Craig went to some lengths to achieve his aims including the appointment of a Cork man, Alan Crosbie, to run the racing team; a decision that has raised more than an eyebrow along the waterfront.

A flotilla of 25 boats has raced from the Royal Dee near Liverpool to Dublin for the Lyver Trophy to coincide with the event. The race also doubles as a RORC qualifying race for the Fastnet.

Sailors from the Ribble, Mersey, the Menai Straits, Anglesey, Cardigan Bay and the Isle of Man have to travel three times the distance to the Solent as they do to Dublin Bay. This, claims Craig, is one of the major selling points of the Irish event and explains the range of entries from marinas as far away as Yorkshire's Whitby YC and the Isle of Wight.

Until now, no other regatta in the Irish Sea area could claim to have such a reach. Dublin Bay weeks such as this petered out in the 1960s, and it has taken almost four decades for the waterfront clubs to come together to produce a spectacle on and off the water to rival Cowes.

"The fact that we are getting such numbers means it is inevitable that it is compared with Cowes," said Craig. However, there the comparison ends.

"We're doing our own thing here. Dun Laoghaire is unique, and we are making an extraordinary effort to welcome visitors from abroad," he added.

The busiest shipping lane in the country – across the bay to Dublin port – is to close temporarily to facilitate the regatta and the placing of eight separate courses each day.

A fleet total of this size represents something of an unknown quantity on the bay as it is more than double the size of any other regatta ever held there.

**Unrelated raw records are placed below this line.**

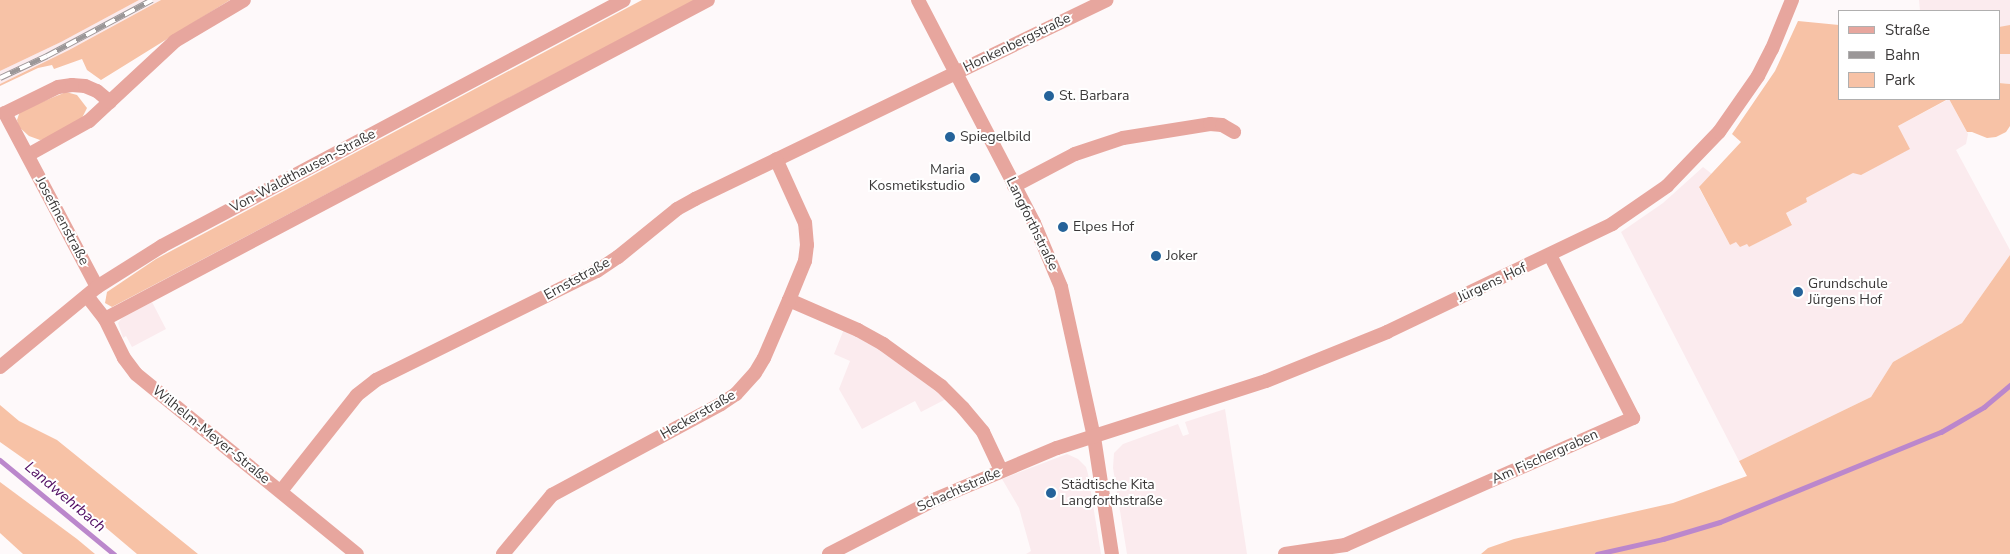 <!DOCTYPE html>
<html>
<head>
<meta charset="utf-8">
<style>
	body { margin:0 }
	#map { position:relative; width:2010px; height:554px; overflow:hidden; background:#fef9fa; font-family:"Nunito Sans",sans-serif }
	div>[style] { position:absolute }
	.built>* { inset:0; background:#fbebee }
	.green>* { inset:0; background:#f7c2a6 }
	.stream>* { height:4.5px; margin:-2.25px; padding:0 2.25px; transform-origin:2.25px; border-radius:2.25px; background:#bb87cc }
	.minor>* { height:14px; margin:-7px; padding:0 7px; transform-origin:7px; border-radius:7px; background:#e7a69e }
	.tertiary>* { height:14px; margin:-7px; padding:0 7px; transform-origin:7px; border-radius:7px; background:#e7a69e }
	.rail>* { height:5.5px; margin-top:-2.75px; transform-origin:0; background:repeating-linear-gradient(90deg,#fff 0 11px,#9b9798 0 22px); box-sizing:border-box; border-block:1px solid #9b9798 }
	.dots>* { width:14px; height:14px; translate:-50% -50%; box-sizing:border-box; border:2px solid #fff; border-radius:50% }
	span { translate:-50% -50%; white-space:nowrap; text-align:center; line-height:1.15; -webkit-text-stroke:4px #fff; paint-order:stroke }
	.street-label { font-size:14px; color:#3a3838 }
	.poi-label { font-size:14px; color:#3a3838 }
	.left { translate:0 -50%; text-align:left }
	.right { translate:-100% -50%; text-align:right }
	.water-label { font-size:15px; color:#510e63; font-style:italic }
	.legend { position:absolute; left:1838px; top:10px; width:162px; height:90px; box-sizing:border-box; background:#fff; border:1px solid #b0afaf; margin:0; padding:6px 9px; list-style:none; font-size:15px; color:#3a3838 }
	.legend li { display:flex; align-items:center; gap:10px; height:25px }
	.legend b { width:25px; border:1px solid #b0afaf }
</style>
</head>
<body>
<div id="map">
	<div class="built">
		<i style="clip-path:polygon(139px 0,161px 0,69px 50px,0 84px,0 71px,61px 42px)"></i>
		<i style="clip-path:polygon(1919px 0,2010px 0,2010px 84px,1999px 83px,1999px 11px,1920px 11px)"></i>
		<i style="clip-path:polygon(1949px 99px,1968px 134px,1966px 144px,1956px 150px,2010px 250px,2010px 255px,1962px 323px,1893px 362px,1871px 397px,1739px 461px,1621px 232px,1663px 203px,1703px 167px,1712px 174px,1699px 188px,1730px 245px,1736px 241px,1747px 243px,1749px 247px,1792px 224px,1786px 213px,1807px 202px,1805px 198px,1854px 172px,1909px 149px,1898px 126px)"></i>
		<i style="clip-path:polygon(152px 302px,166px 329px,132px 347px,126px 336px,123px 338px,118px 323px,122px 318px)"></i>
		<i style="clip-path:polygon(844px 329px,869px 342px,918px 375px,946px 399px,921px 412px,915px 401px,862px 429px,839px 389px,850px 361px,834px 354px)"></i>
		<i style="clip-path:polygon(1225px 409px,1247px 554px,1127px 554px,1113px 468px,1114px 453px,1123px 444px,1178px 424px,1183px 436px,1189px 434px,1185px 422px)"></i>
		<i style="clip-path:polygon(1067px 454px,1078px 459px,1086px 467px,1088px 474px,1101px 554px,1026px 554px,1031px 551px,1019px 508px,1002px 479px)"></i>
	</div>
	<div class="green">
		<i style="clip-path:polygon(0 0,139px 0,61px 42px,0 71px)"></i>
		<i style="clip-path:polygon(161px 0,230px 0,101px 80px,87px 70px,82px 59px,54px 69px,52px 65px,38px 68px,0 86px,0 84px,69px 50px)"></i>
		<i style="clip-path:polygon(642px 0,695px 0,112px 307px,105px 303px,107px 292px,156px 259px)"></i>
		<i style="clip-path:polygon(1798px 21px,1839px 25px,1839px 99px,1948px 99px,1898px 126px,1910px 149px,1861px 175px,1853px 173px,1806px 198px,1807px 202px,1786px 213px,1792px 225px,1749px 247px,1747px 244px,1740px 247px,1736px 242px,1730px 245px,1699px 187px,1741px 142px,1732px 134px,1775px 71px)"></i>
		<i style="clip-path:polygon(2010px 25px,2010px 54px,1999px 54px,1999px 27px)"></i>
		<i style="clip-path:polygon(1999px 83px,2010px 84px,2010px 126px,2006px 132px,1996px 137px,1987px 138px,1972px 132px,1967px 132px,1949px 99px,1999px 99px)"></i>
		<i style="clip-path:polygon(66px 92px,77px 95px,87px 108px,82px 118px,47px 139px,40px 140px,29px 136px,19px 127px,17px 120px,20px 111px)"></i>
		<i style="clip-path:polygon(2010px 255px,2010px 554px,1481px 554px,1488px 548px,1514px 539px,1673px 503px,1747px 476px,1739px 461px,1871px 397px,1893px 362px,1962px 323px)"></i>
		<i style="clip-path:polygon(0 405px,19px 421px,57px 440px,198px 554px,137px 554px,27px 461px,0 442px)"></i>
		<i style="clip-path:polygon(0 482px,77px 539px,95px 554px,23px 554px,0 533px)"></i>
	</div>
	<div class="stream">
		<i style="left:0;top:460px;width:148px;rotate:39.5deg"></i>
		<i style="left:1597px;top:554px;width:68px;rotate:-12.8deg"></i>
		<i style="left:1663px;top:539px;width:59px;rotate:-16.6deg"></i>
		<i style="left:1720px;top:522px;width:239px;rotate:-22.2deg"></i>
		<i style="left:1941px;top:432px;width:50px;rotate:-30.2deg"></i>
		<i style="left:1984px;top:407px;width:34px;rotate:-40deg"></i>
	</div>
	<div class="minor">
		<i style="left:918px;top:0;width:251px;rotate:62.5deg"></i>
		<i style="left:1034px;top:223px;width:69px;rotate:67.1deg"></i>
		<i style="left:1061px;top:287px;width:154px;rotate:77.6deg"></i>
		<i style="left:1094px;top:437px;width:118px;rotate:81.3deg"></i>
		<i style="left:28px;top:155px;width:70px;rotate:-29.1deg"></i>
		<i style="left:89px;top:121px;width:117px;rotate:-42.9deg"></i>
		<i style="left:175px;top:41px;width:80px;rotate:-30.7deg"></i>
		<i style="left:1014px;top:186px;width:69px;rotate:-27.7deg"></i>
		<i style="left:1075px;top:154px;width:51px;rotate:-18.4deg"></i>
		<i style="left:1123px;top:138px;width:88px;rotate:-9.1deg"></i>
		<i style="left:1210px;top:124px;width:12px;rotate:5deg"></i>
		<i style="left:1222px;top:125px;width:14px;rotate:30deg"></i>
		<i style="left:97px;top:287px;width:197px;rotate:-117.9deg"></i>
		<i style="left:5px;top:113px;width:59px;rotate:-26.1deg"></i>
		<i style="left:58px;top:87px;width:14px;rotate:-8deg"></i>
		<i style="left:72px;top:85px;width:13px;rotate:4deg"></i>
		<i style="left:85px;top:86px;width:13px;rotate:23deg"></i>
		<i style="left:97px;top:91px;width:17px;rotate:40deg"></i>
		<i style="left:87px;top:296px;width:29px;rotate:52deg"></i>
		<i style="left:105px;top:319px;width:43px;rotate:64deg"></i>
		<i style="left:124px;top:358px;width:20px;rotate:53deg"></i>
		<i style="left:136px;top:374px;width:285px;rotate:39.2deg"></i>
		<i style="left:789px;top:300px;width:75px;rotate:23.5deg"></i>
		<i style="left:858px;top:330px;width:29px;rotate:29deg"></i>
		<i style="left:883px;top:344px;width:72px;rotate:35.9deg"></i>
		<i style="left:941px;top:386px;width:31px;rotate:45deg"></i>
		<i style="left:963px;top:408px;width:31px;rotate:50deg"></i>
		<i style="left:983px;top:432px;width:42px;rotate:64.7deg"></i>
		<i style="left:105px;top:319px;width:682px;rotate:-27.88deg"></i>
		<i style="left:281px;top:491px;width:122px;rotate:-51.6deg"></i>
		<i style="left:357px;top:395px;width:24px;rotate:-38deg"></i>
		<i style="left:376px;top:380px;width:246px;rotate:-26.3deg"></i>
		<i style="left:597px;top:271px;width:25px;rotate:-34deg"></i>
		<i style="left:618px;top:257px;width:76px;rotate:-39.1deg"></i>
		<i style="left:677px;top:209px;width:21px;rotate:-29deg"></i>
		<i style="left:695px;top:199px;width:457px;rotate:-25.8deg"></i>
		<i style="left:503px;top:554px;width:77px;rotate:-50.3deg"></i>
		<i style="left:552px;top:495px;width:192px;rotate:-28.3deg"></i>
		<i style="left:721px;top:404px;width:18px;rotate:-34deg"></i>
		<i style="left:736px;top:394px;width:28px;rotate:-48deg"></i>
		<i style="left:755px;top:373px;width:17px;rotate:-59deg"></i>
		<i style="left:764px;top:358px;width:63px;rotate:-66.7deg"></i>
		<i style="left:789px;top:300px;width:42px;rotate:-67.7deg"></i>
		<i style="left:805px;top:261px;width:16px;rotate:-83deg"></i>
		<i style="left:807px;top:245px;width:22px;rotate:-95deg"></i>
		<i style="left:805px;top:223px;width:70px;rotate:-114.4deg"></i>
		<i style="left:829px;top:554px;width:120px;rotate:-27.2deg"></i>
		<i style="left:936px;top:499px;width:131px;rotate:-22.9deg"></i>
		<i style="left:1057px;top:448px;width:219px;rotate:-17.8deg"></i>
		<i style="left:1266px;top:381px;width:131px;rotate:-22deg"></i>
		<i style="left:1387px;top:332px;width:250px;rotate:-25.6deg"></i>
		<i style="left:1612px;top:224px;width:67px;rotate:-34.6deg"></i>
		<i style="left:1667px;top:186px;width:75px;rotate:-46.1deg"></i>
		<i style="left:1719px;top:132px;width:68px;rotate:-55.1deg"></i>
		<i style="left:1758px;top:76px;width:30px;rotate:-63deg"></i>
		<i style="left:1772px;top:49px;width:53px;rotate:-67.8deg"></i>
		<i style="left:1285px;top:554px;width:61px;rotate:-8.5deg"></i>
		<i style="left:1345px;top:545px;width:315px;rotate:-23.8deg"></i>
		<i style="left:1633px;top:418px;width:183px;rotate:-117deg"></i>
	</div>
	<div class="tertiary">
		<i style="left:0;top:367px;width:126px;rotate:-39.5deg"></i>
		<i style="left:97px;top:287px;width:77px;rotate:-32.2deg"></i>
		<i style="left:162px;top:246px;width:523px;rotate:-28.03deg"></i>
	</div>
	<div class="rail">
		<i style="left:0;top:78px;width:52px;rotate:-25.1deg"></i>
		<i style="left:47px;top:56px;width:119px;rotate:-28.1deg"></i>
	</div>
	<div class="dots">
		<i style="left:1049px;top:96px;background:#25639a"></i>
		<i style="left:950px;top:137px;background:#25639a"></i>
		<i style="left:975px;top:178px;background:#25639a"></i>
		<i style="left:1063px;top:227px;background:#25639a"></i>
		<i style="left:1156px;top:256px;background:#25639a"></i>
		<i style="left:1798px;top:292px;background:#25639a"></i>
		<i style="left:1051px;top:493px;background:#25639a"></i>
	</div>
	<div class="street-label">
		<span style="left:1017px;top:43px;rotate:-26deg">Honkenbergstraße</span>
		<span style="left:303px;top:171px;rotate:-28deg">Von-Waldthausen-Straße</span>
		<span style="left:62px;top:221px;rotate:62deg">Josefinenstraße</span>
		<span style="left:1032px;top:224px;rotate:64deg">Langforthstraße</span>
		<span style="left:577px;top:279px;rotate:-29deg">Ernststraße</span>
		<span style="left:1492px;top:283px;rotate:-25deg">Jürgens Hof</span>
		<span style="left:698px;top:415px;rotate:-30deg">Heckerstraße</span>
		<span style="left:211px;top:435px;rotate:39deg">Wilhelm-Meyer-Straße</span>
		<span style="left:1545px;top:457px;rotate:-24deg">Am Fischergraben</span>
		<span style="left:959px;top:490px;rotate:-24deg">Schachtstraße</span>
	</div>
	<div class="poi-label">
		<span class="left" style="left:1059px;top:96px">St. Barbara</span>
		<span class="left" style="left:960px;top:137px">Spiegelbild</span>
		<span class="right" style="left:965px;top:178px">Maria<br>Kosmetikstudio</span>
		<span class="left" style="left:1073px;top:227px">Elpes Hof</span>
		<span class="left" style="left:1166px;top:256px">Joker</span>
		<span class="left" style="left:1808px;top:292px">Grundschule<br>Jürgens Hof</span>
		<span class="left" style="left:1061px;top:493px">Städtische Kita<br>Langforthstraße</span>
	</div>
	<div class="water-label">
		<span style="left:65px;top:497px;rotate:40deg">Landwehrbach</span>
	</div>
	<ul class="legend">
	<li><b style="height:6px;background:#e7a69e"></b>Straße</li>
	<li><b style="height:6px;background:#9b9798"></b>Bahn</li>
	<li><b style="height:14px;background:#f7c2a6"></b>Park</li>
	</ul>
</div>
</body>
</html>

The decision to alter the path of ships into the port was taken in 2005 when a Dublin Port control radar image showed an estimated fleet of over 400 yachts sailing across the closed southern shipping channel.

Ships coming into the bay, including the high-speed service to the port, will use the northern lane instead.

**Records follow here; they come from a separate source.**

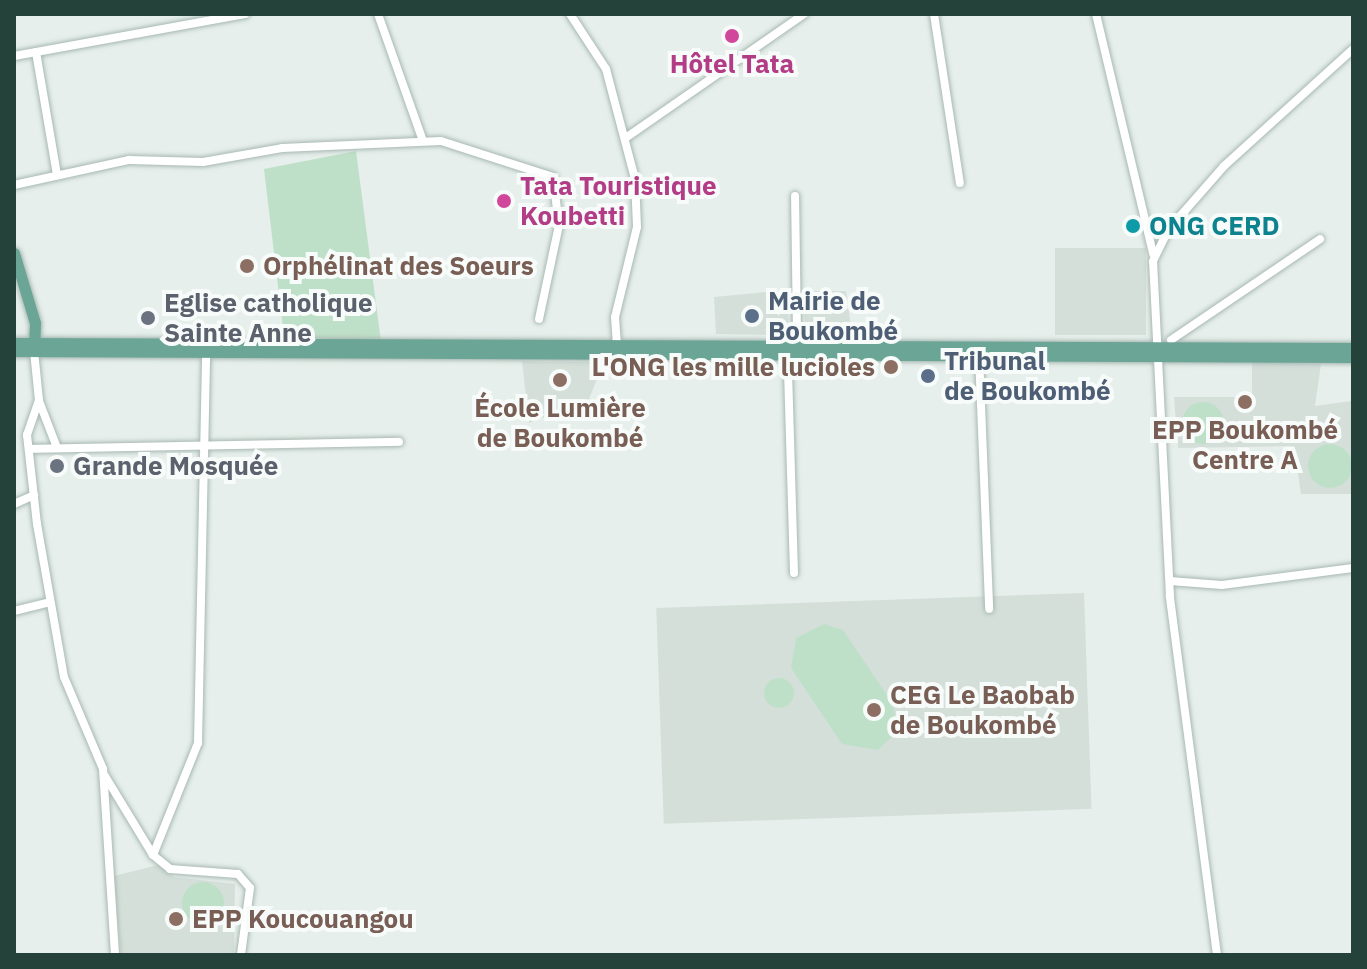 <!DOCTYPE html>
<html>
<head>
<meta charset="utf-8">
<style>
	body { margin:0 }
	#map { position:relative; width:1367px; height:969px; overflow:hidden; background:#e6efeb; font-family:"IBM Plex Sans",sans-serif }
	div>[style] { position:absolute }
	.built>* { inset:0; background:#d4dfda; transform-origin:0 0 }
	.green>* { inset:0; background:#bfe0c8 }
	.round { border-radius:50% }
	.roads { filter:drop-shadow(0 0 2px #a8b8b2) drop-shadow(0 0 2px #a8b8b2) }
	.minor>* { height:8px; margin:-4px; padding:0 4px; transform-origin:4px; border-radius:4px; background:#fff }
	.major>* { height:11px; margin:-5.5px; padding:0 5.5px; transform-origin:5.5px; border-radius:5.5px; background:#6aa596 }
	.dots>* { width:22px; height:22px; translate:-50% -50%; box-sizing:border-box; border:4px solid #f7fbf9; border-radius:50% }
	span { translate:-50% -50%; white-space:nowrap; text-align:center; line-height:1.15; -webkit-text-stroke:8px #f7fbf9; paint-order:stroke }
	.hotel-label { font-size:26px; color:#b23c85; font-weight:700 }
	.left { translate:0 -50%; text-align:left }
	.culture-label { font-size:26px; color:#0d838f; font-weight:700 }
	.education-label { font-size:26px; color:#785e54; font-weight:700 }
	.right { translate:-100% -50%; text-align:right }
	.service-label { font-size:26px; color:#4e5e75; font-weight:700 }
	.worship-label { font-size:26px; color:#5b616d; font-weight:700 }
	.frame { position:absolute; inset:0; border:16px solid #24423a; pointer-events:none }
</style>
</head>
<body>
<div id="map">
	<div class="built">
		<i style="left:1055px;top:248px;width:91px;height:87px"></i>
		<i style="clip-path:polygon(787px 290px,789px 335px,716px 334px,714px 297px)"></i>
		<i style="clip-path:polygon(801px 291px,846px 291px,852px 334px,807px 335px)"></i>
		<i style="clip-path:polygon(522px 361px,545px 362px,604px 362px,589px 399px,529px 423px)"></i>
		<i style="clip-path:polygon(1252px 361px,1321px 364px,1315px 406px,1351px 401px,1353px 494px,1301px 494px,1294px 446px,1178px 448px,1174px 397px,1252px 397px)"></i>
		<i style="left:1084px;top:593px;width:216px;height:428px;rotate:88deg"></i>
		<i style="clip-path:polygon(158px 865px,174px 877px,235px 884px,234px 955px,121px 955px,114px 876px)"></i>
	</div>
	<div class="green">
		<i style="clip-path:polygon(356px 151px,381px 342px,284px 336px,264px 169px)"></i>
		<i class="round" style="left:1182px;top:402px;width:42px;height:42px"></i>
		<i class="round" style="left:1308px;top:444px;width:44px;height:44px"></i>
		<i style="clip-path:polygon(824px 624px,843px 630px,893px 704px,897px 732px,878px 750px,842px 744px,791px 668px,796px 638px)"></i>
		<i class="round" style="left:764px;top:678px;width:30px;height:30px"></i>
		<i class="round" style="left:182px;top:882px;width:42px;height:42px"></i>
	</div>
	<div class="roads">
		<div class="minor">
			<i style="left:378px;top:14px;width:132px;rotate:70.5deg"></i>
			<i style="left:570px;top:14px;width:66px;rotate:56.8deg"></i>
			<i style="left:606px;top:69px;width:114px;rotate:75.2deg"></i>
			<i style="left:635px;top:179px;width:48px;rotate:87.6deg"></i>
			<i style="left:637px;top:227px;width:93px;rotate:103.7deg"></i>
			<i style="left:615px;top:317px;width:27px;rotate:86deg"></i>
			<i style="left:934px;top:14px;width:171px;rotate:81.3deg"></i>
			<i style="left:1096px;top:14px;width:247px;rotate:76.6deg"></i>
			<i style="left:36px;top:52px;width:125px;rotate:80.3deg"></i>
			<i style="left:14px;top:56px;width:235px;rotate:-10.3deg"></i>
			<i style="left:627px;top:137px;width:216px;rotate:-34.8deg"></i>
			<i style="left:14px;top:185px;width:118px;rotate:-12.3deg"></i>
			<i style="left:129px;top:160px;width:74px;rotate:1.5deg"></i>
			<i style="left:203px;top:162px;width:80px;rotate:-10deg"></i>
			<i style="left:282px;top:148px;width:159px;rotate:-2.5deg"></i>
			<i style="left:441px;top:141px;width:118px;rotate:17.8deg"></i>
			<i style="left:553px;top:177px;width:48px;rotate:82.9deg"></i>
			<i style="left:559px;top:225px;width:96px;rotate:102deg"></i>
			<i style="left:1171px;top:340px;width:180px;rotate:-34.1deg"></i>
			<i style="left:34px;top:351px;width:49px;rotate:84.2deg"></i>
			<i style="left:39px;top:400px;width:37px;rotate:109deg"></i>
			<i style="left:27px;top:435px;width:90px;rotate:83.6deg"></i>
			<i style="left:37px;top:524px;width:155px;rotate:80deg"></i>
			<i style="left:64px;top:677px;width:100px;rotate:67deg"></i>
			<i style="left:103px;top:769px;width:186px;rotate:86.3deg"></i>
			<i style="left:979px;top:355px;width:254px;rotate:87.7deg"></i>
			<i style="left:39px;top:401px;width:47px;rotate:68.9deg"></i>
			<i style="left:29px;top:449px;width:370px;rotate:-1.1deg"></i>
			<i style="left:14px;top:504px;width:22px;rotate:-24deg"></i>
			<i style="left:794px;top:573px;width:205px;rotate:-91.7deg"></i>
			<i style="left:788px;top:368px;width:34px;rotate:-75deg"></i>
			<i style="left:797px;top:335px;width:139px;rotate:-90.8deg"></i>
			<i style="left:1170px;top:581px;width:52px;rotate:4.4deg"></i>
			<i style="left:1222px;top:585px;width:132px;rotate:-7.4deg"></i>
			<i style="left:14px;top:611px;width:36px;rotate:-14deg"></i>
			<i style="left:105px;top:776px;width:92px;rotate:58.7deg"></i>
			<i style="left:153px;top:855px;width:22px;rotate:39deg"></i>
			<i style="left:170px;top:869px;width:68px;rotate:4.2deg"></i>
			<i style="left:238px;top:874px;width:18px;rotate:49deg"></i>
			<i style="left:250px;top:888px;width:68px;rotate:97.7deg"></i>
			<i style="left:153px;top:855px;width:121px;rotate:-68.1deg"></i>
			<i style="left:198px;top:743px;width:390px;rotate:-88.8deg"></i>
			<i style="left:1217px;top:955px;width:362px;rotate:-97.5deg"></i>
			<i style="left:1170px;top:596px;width:335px;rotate:-92.9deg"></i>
			<i style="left:1153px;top:261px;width:34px;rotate:-64deg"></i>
			<i style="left:1168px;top:230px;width:85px;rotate:-48.8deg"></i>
			<i style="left:1224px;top:166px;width:174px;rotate:-42.2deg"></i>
		</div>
		<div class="major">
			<i style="left:14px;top:253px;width:73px;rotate:73.3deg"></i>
			<i style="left:35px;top:323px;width:24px;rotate:92deg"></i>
			<i style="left:14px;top:343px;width:1339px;rotate:0.21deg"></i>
			<i style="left:14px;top:351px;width:1339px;rotate:0.26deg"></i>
		</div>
	</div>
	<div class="dots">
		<i style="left:732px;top:36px;background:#d1479c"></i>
		<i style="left:504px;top:201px;background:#d1479c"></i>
		<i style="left:1133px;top:226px;background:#0f9aa8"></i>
		<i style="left:247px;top:266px;background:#8d6e63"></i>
		<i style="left:752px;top:316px;background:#5c6f8a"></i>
		<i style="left:148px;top:318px;background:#6b7280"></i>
		<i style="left:891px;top:367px;background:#8d6e63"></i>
		<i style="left:928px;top:376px;background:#5c6f8a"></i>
		<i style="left:560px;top:380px;background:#8d6e63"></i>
		<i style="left:1245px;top:402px;background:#8d6e63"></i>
		<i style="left:57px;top:466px;background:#6b7280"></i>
		<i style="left:874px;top:710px;background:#8d6e63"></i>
		<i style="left:176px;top:919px;background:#8d6e63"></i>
	</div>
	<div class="hotel-label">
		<span style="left:732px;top:64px">Hôtel Tata</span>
		<span class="left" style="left:520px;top:201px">Tata Touristique<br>Koubetti</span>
	</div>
	<div class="culture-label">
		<span class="left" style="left:1149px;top:226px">ONG CERD</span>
	</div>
	<div class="education-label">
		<span class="left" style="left:263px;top:266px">Orphélinat des Soeurs</span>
		<span class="right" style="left:875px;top:367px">L'ONG les mille lucioles</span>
		<span style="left:560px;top:423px">École Lumière<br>de Boukombé</span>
		<span style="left:1245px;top:445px">EPP Boukombé<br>Centre A</span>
		<span class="left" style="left:890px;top:710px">CEG Le Baobab<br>de Boukombé</span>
		<span class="left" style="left:192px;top:919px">EPP Koucouangou</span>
	</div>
	<div class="service-label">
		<span class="left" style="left:768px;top:316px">Mairie de<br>Boukombé</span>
		<span class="left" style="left:944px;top:376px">Tribunal<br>de Boukombé</span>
	</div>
	<div class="worship-label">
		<span class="left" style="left:164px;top:318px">Eglise catholique<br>Sainte Anne</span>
		<span class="left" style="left:73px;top:466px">Grande Mosquée</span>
	</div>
	<div class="frame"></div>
</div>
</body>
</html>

With 3,500 people afloat at any one time, a mandatory safety tally system for all skippers to sign in and out will also operate.

The main attraction is undoubtedly the appearance of four Super Zero class yachts, with Dun Laoghaire's Colm Barrington's TP52 'Flash Glove' expected to head the 'big boat' fleet. At the other end of the technology scale, the traditional clinker-built Water Wags will compete just as they did at a similar regatta over 100 years ago.

The arrival of three TP 52s and a Rogers 46 to Dun Laoghaire regatta is a feather in the cap of organisers because it brings Grand Prix racing to Dublin bay and the prospect of future prominent boat fixtures on the East Coast.

With 38 entries, the new Laser SB3s are set to make a significant impact although the White Sail Class five almost rivals them numerically. The Fireball is the biggest dinghy class, with 27 entries, while there are 25 entries for the Ecover Half Ton Classics Cup which began on Monday.

Class 0 is expected to be the most hotly contested, if the recent Saab IRC Nationals, Scottish Series and Sovereign's Cup are any indication. Three Cork boats ­- Jump Juice (Conor and Denise Phelan), Antix Dubh (Anthony O'Leary) and Blondie (Eamonn Rohan) - are expected to lead the fleet.

(First published in 2009)

Who: All four Dun Laoghaire Waterfront Yacht clubs

What: Volvo Dun Laoghaire Regatta

Why: A combined regatta to make Dun Laoghaire the Cowes of the Irish Sea.

Where: Ashore at Dun Laoghaire and afloat at eight separate race courses on Dublin Bay. Excellent views from both Dun Laoghaire piers, Sandycove and Seapoint.